Scatter plots of performance with the five predictor variables are shown in Figure 8. Examination of performance averaged across all subjects revealed that the subjects systematically underperformed in many configurations despite abundant visual cues. This suggests (although does not, by itself, prove) that visual appearance alone was insufficient to explain the subjects' performance. To help discern whether this is indeed the case, we defined a configuration to be “visually recognizable” if the margin M03 was above 0.05 (note that the absolute values of normalized correlation range from 0 to 1). This threshold is shown as a red vertical line in Figure 9. The underlying intuition was that this amount of visual difference is easily detectable by human observers and can therefore be interpreted reliably. This intuition is confirmed by the fact that 67 configurations with M03 less than 0.05 were recognized correctly in over 80% of the trials (blue rectangle in Figure 9). In other words, even smaller margins were sufficient to allow reliable recognition. However, there were 49 configurations with a margin above 0.05 whose recognition rate was between 50 and 70% (green rectangle in Figure 9). Note that 50% recognition is expected by chance. In other words, even though these configurations contained sufficient visual cues to perform the task, the subjects systematically failed to do so. Similar results can be obtained using M00 or M33 to define visual recognizability instead of M03 (see Figure 8). These informal considerations support, although do not by themselves prove, the notion that factors other than visual recognizability significantly affect subjects' performance.
Figure 8. Scatter plots of performance (Y axis) with the five predictor variables (X axis) defined in the “Results” section. Hexagonal binning was used due to a large number of overlapping points. The depth of shading of each bin indicates the number of points that fall in it, according to the legend at the bottom right.

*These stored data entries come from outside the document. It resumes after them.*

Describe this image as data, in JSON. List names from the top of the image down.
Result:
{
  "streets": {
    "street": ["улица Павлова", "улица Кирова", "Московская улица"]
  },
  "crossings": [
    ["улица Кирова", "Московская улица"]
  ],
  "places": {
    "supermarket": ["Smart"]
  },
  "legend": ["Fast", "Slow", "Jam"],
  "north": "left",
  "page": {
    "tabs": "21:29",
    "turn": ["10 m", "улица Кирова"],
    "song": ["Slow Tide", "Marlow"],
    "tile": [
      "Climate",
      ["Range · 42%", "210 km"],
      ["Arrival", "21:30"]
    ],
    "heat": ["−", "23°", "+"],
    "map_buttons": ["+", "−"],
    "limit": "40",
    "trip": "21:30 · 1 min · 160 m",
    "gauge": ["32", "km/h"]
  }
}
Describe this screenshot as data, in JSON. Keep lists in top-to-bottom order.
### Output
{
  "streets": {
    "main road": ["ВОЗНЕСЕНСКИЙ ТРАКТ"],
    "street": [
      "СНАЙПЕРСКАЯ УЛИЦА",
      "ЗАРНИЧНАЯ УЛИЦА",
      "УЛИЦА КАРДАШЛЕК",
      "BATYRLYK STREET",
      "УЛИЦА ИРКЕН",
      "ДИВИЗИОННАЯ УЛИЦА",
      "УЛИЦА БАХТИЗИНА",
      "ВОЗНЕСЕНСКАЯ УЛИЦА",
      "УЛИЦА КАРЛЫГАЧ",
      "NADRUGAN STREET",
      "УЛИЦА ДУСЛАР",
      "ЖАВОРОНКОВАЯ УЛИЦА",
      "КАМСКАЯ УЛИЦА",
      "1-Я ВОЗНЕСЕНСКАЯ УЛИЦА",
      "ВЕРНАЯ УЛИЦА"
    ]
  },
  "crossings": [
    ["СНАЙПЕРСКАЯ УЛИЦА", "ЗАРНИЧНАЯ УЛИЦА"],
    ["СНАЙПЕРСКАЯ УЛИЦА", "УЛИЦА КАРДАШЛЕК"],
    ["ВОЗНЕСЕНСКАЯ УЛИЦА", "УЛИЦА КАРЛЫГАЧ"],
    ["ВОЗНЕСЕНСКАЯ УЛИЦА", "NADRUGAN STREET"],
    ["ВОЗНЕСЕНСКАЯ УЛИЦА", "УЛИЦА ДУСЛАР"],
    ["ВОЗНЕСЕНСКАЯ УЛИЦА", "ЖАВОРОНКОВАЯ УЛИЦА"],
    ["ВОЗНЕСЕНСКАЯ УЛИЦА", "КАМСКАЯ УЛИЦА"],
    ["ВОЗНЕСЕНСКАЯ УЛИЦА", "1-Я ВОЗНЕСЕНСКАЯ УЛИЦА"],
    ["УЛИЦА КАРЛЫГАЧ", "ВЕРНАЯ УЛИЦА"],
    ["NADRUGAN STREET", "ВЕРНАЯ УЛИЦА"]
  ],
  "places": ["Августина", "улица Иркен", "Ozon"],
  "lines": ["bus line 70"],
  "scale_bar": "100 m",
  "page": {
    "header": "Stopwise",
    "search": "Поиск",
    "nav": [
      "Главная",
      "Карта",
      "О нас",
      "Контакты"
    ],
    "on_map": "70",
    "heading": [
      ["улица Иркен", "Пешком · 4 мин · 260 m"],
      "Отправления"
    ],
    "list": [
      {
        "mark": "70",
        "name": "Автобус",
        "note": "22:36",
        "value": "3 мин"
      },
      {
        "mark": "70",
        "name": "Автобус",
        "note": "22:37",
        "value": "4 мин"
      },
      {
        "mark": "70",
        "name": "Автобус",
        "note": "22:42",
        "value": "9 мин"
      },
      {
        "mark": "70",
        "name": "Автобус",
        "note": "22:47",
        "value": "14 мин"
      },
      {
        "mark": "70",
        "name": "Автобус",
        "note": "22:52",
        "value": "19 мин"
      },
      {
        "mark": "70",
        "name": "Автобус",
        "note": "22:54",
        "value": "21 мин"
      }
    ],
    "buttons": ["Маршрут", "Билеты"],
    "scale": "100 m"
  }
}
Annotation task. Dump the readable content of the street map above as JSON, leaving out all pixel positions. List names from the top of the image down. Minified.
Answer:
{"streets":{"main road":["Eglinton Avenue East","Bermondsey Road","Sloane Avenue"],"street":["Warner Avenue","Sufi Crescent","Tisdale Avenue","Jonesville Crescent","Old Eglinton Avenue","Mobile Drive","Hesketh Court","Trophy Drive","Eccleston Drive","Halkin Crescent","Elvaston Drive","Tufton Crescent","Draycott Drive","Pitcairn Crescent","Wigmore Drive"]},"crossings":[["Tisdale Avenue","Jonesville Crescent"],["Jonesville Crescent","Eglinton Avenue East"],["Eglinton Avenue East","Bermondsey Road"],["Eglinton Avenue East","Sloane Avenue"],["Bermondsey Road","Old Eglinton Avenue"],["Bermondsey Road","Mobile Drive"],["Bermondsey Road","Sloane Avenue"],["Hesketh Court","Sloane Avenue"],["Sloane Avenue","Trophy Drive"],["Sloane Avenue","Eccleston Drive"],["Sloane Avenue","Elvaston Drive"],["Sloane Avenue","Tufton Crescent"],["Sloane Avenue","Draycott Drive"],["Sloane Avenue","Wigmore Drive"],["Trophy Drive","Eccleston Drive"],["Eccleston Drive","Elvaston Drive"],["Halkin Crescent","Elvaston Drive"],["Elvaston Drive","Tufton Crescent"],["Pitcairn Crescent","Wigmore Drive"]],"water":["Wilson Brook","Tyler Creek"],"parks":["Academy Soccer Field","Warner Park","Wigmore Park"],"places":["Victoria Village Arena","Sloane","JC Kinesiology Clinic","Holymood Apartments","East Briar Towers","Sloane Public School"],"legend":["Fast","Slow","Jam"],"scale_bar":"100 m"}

Figure 9. Scatter plot of performance (Y axis) with the M03 variable (X axis) defined in the “Results” section. Hexagonal binning was used due to a large number of overlapping points. The depth of shading of each bin indicates the number of points that fall in it, according to the legend on the right. The red line indicates the “visual recognizability” threshold, defined in the “Results” section. Note that testing configurations remained discernible even below this threshold (blue rectangle). However, subjects systematically underperformed in some highly recognizable configurations (green rectangle), indicating that factors other than visual recognizability affected performance. See text for details.
To rigorously analyze the intuition presented above, we fitted a linear regression to the data that accounted for the average performance in terms of the aforementioned five independent variables. An examination of the fitted model revealed that MIext was the only independent variable that contributed significantly to the fit (Table 1). This contribution was highly significant (p = 1.5 × 10−14, F-test). The contributions of the three visual variables (M03, M00, and M33), as well as the contribution of MIinv, were each statistically insignificant (p > 0.05).
Table 1. Coefficients of linear regression for the five independent variables and the intercept term.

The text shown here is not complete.